■ Collected data entries ■
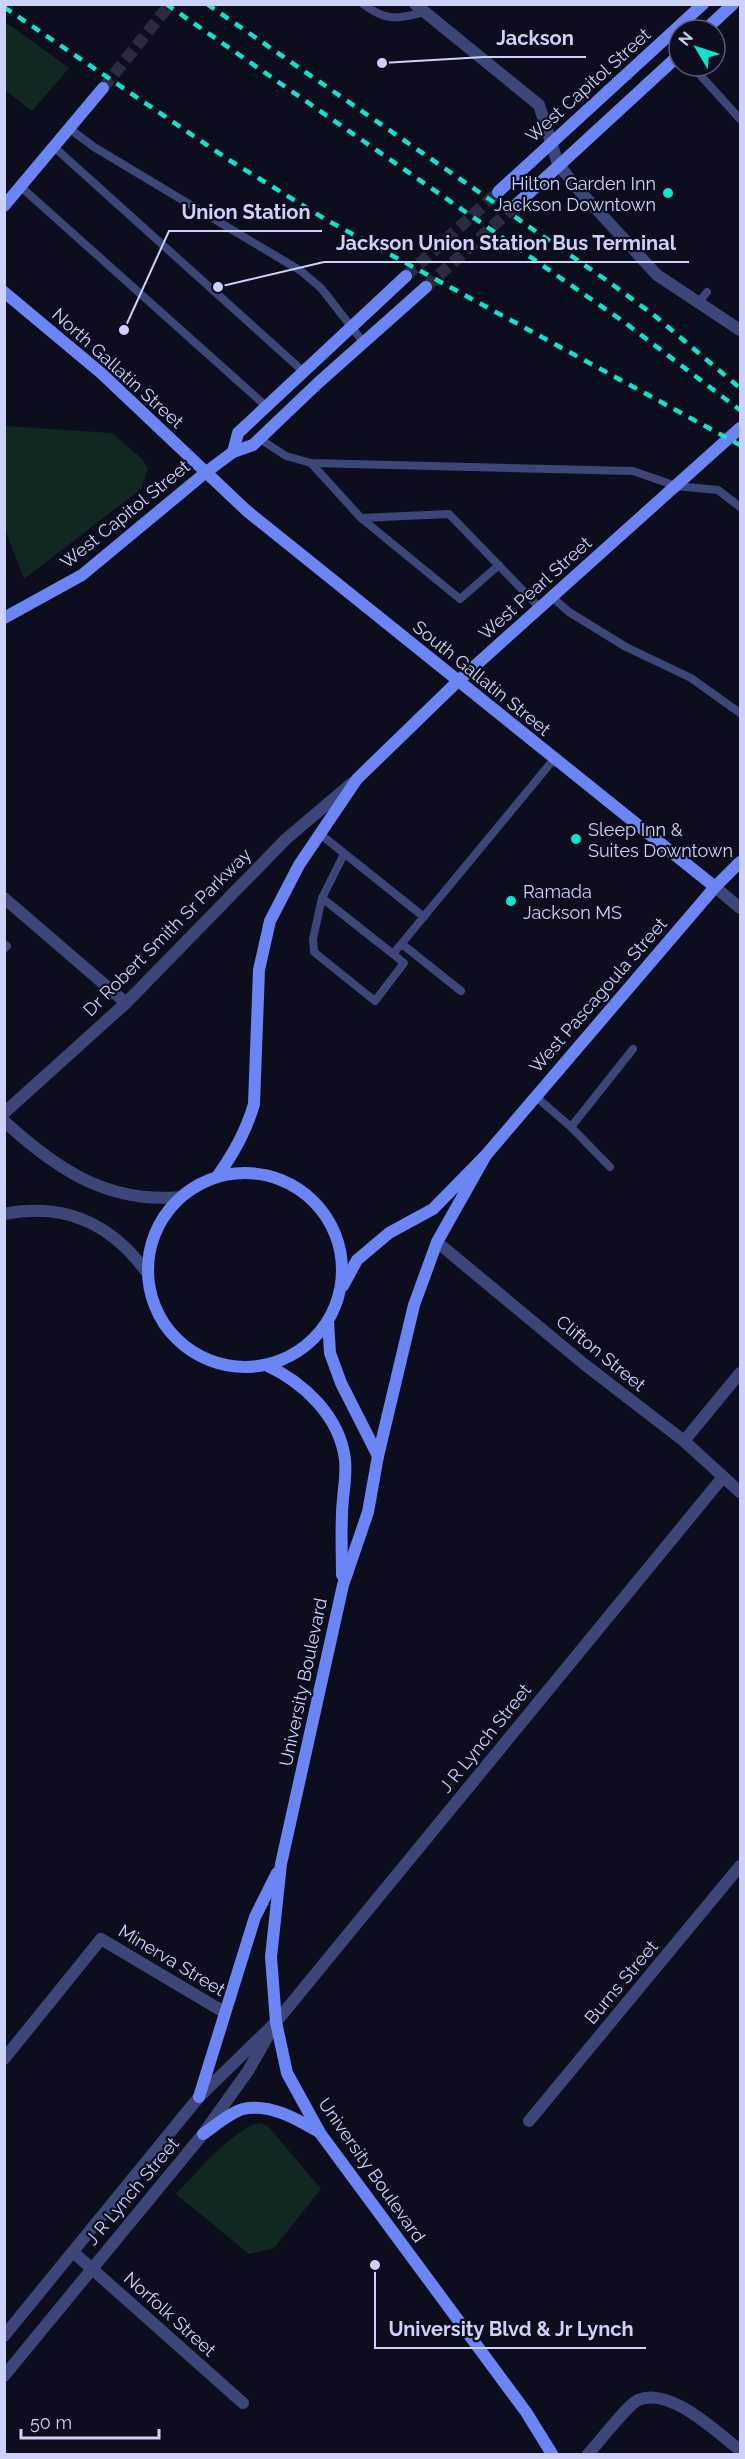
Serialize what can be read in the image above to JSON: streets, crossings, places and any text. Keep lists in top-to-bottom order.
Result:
{
  "streets": {
    "main road": [
      "West Capitol Street",
      "North Gallatin Street",
      "West Pearl Street",
      "South Gallatin Street",
      "West Pascagoula Street",
      "University Boulevard"
    ],
    "street": [
      "Dr Robert Smith Sr Parkway",
      "Clifton Street",
      "J R Lynch Street",
      "Minerva Street",
      "Burns Street",
      "Norfolk Street"
    ]
  },
  "crossings": [
    ["West Capitol Street", "North Gallatin Street"],
    ["West Capitol Street", "South Gallatin Street"],
    ["North Gallatin Street", "South Gallatin Street"],
    ["West Pearl Street", "South Gallatin Street"],
    ["West Pearl Street", "Dr Robert Smith Sr Parkway"],
    ["South Gallatin Street", "West Pascagoula Street"],
    ["West Pascagoula Street", "Clifton Street"],
    ["West Pascagoula Street", "University Boulevard"],
    ["Clifton Street", "J R Lynch Street"],
    ["University Boulevard", "J R Lynch Street"],
    ["J R Lynch Street", "Norfolk Street"]
  ],
  "places": [
    "Jackson",
    "Hilton Garden Inn Jackson Downtown",
    "Jackson Union Station Bus Terminal",
    "Union Station",
    "Sleep Inn & Suites Downtown",
    "Ramada Jackson MS",
    "University Blvd & Jr Lynch"
  ],
  "scale_bar": "50 m",
  "north": "top left"
}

■ YOUR GOAL ■
Copy out each line of the records that holds the string "University".

■ TASK SOLUTION ■
      "University Boulevard"
    ["West Pascagoula Street", "University Boulevard"],
    ["University Boulevard", "J R Lynch Street"],
    "University Blvd & Jr Lynch"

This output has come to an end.